"""

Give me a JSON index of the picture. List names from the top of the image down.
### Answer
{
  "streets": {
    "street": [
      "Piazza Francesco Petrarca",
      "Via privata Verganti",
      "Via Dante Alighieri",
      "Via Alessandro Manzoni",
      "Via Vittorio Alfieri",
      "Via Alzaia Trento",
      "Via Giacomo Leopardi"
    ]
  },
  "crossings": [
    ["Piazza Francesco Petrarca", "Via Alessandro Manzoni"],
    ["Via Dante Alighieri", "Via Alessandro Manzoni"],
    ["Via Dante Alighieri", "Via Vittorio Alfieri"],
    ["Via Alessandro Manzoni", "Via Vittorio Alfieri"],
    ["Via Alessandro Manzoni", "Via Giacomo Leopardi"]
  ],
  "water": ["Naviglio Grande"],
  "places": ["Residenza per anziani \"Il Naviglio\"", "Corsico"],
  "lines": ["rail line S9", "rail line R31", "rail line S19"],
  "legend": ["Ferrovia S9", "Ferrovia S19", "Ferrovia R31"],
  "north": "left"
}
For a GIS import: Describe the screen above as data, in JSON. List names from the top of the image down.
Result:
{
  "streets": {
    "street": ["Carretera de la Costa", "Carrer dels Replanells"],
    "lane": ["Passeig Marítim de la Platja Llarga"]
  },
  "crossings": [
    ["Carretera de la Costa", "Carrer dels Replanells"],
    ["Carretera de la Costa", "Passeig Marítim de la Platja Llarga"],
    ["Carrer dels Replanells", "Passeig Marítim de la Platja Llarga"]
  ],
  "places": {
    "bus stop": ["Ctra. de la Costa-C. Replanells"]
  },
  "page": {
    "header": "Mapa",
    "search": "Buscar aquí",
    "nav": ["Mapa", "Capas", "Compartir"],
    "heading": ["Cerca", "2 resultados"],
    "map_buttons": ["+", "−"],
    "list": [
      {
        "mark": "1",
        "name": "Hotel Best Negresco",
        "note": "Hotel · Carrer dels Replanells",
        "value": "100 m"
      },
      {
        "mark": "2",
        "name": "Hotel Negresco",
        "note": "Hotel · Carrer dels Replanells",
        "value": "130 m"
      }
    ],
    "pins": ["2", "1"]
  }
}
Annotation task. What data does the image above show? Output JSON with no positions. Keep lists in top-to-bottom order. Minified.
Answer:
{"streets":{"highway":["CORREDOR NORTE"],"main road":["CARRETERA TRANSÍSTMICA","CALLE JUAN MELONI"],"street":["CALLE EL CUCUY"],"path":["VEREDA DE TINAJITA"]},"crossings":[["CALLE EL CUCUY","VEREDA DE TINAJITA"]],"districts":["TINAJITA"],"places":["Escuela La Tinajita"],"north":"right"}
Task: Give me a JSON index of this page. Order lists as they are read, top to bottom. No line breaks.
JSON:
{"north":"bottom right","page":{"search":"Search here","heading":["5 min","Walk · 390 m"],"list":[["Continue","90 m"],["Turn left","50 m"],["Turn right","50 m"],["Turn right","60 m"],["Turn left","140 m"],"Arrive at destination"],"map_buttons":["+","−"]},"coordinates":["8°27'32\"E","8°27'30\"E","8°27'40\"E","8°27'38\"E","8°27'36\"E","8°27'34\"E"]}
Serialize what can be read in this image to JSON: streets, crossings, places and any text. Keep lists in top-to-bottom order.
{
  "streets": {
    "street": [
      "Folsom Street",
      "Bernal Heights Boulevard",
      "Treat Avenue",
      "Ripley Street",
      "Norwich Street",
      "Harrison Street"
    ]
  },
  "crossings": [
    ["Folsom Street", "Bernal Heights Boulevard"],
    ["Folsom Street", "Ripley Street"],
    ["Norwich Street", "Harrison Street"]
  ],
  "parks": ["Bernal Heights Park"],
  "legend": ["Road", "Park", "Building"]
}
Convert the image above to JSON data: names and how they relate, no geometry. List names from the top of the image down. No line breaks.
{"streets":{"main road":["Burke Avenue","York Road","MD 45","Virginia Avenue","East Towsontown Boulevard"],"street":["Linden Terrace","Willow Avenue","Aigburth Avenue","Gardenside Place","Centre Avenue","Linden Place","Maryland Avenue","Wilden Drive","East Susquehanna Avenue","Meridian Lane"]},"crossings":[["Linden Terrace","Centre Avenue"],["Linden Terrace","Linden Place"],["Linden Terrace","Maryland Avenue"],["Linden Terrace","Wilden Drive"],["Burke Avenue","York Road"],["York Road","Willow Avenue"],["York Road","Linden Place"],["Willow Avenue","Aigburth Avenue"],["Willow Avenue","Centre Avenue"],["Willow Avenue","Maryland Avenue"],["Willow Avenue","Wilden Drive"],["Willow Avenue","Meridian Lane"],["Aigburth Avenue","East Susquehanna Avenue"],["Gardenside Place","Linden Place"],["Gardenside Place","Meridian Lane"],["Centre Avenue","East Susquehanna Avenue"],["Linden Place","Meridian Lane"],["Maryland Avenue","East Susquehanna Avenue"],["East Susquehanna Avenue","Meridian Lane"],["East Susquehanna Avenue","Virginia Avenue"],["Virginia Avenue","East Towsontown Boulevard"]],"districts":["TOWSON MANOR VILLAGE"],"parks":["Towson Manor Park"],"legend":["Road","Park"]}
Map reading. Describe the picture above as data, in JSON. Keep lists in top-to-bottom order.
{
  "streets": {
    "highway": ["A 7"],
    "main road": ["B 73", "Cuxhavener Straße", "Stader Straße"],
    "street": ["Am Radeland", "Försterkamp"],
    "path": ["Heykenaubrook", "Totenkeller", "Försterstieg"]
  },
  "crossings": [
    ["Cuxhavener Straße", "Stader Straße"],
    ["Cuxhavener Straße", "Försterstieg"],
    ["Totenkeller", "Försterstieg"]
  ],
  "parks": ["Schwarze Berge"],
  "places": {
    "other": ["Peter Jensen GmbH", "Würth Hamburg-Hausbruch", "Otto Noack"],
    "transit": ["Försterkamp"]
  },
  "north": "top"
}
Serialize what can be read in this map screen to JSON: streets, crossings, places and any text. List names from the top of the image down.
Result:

"""

▸ **What to do**
Find the line containing "Serialize what can be read in this map" in the material above. Print it and every line after it through the end, exactly and only those.

▸ **Task output**
Serialize what can be read in this map screen to JSON: streets, crossings, places and any text. List names from the top of the image down.
Result:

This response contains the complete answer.